J Cerebrovasc Endovasc Neurosurg > Volume 22(1); 2020 > Article
Park, Lee, Baek, Ryou, and Kim: Middle meningeal artery embolization to treat progressive epidural hematoma: a case report


Progressive epidural hematoma is a form of acute epidural hematoma that gradually expands from a small initial hematoma; in cases that are clinically aggravated due to the presence of a mental illness or neurological condition, patients should be surgically treated for evacuation of the hematoma, but poorer outcomes are expected if the patient has several medical co-morbidities for surgery. We experienced two cases of progressive epidural hematoma which were successfully managed by endovascular treatment: an 85-year-old male with medical co-morbidities and a 51-year-old female with a poor-grade subarachnoid hemorrhage resulting from the rupture of a dissecting aneurysm of the vertebral artery.
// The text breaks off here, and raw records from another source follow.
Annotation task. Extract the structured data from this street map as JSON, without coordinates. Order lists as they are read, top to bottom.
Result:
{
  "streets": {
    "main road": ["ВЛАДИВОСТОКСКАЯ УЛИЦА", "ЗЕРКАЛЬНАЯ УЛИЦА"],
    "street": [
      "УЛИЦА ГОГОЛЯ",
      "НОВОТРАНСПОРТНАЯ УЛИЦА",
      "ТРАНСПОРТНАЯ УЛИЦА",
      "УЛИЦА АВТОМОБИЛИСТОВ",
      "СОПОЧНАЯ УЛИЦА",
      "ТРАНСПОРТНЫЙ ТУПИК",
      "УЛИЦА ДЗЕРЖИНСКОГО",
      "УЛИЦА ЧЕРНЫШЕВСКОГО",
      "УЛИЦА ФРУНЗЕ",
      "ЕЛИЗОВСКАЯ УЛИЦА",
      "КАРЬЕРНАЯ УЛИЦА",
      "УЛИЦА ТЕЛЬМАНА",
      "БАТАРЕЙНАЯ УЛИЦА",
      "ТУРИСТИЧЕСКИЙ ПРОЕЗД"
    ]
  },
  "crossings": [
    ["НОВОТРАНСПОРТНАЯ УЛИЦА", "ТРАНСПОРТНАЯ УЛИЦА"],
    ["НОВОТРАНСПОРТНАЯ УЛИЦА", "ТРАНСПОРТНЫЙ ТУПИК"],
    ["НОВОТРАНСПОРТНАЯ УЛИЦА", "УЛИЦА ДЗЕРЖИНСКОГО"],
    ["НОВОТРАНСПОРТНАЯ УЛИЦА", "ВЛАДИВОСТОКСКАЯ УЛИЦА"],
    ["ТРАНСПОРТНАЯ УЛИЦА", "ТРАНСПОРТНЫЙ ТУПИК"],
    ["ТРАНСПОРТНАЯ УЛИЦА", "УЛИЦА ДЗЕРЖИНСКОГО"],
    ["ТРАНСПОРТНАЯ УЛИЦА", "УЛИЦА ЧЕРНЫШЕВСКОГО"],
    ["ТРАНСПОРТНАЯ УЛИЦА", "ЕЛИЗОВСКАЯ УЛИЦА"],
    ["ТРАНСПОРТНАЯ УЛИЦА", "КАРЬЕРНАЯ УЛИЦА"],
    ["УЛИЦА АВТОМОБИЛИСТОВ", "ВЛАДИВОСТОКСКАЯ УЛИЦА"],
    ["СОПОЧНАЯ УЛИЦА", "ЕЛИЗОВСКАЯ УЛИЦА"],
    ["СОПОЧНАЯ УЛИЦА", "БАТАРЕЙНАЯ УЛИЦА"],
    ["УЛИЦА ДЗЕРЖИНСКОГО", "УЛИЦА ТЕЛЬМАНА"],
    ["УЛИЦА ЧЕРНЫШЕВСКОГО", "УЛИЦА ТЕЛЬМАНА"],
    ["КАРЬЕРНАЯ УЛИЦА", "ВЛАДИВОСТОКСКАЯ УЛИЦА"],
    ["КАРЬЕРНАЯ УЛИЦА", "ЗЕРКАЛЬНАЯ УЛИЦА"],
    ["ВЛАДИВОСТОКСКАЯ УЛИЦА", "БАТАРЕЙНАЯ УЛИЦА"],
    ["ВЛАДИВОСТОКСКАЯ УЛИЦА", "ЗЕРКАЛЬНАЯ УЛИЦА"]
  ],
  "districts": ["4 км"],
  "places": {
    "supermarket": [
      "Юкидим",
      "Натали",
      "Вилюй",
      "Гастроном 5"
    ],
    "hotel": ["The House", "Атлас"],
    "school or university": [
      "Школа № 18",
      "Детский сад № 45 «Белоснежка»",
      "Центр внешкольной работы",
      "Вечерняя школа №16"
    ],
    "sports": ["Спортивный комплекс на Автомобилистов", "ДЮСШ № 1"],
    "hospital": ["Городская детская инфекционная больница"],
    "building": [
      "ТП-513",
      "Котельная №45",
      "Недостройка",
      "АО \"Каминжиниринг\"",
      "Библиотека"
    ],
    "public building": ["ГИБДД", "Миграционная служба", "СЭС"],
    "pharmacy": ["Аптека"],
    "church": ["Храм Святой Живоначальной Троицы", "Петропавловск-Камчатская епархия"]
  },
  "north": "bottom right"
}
In both cases, a middle meningeal artery embolization was performed and contrast leakage was observed and controlled using cerebral angiography, halting the progression of their epidural hematomas. Thus, endovascular embolization of a middle meningeal artery may play a useful role in salvage therapy in certain complicated situations that limit treatment of the hematoma by surgical evacuation.

Epidural hematomas (EDH) form in the space between the dura mater and the inner surface of the skull. EDH occurs in 10.6% of head trauma patients, mostly as a result of overlying skull fractures,16) and results most often from arterial bleeding from a branch of the middle meningeal artery (MMA).9) A good prognosis is expected in cases with immediate surgical intervention,3)16) while the morbidity and mortality associated with EDH typically result from delayed diagnosis and treatment. The mortality rate of acute EDH ranges from 9-33%, but when the hematoma is evacuated prior to a loss of consciousness, the mortality rate is nearly 0%.16)
Progressive EDH is a form of acute EDH in which a small initial hemorrhage expands over time.3) Progressive EDHs clinically aggravated by the presence of mental disorders or neurological conditions should, ideally, be surgically treated,9) but for patients with several problematic risk factors such as advanced age, poor general physical condition, concomitant underlying diseases, treatment with antithrombotic medications, or in patients with other accompanying emergent problems like subarachnoid hemorrhage (SAH), surgical operation could be fatal in cases involving progressive enlargement of the EDH.8)16) We report two cases of patients with progressive EDH, successfully managed by endovascular treatment.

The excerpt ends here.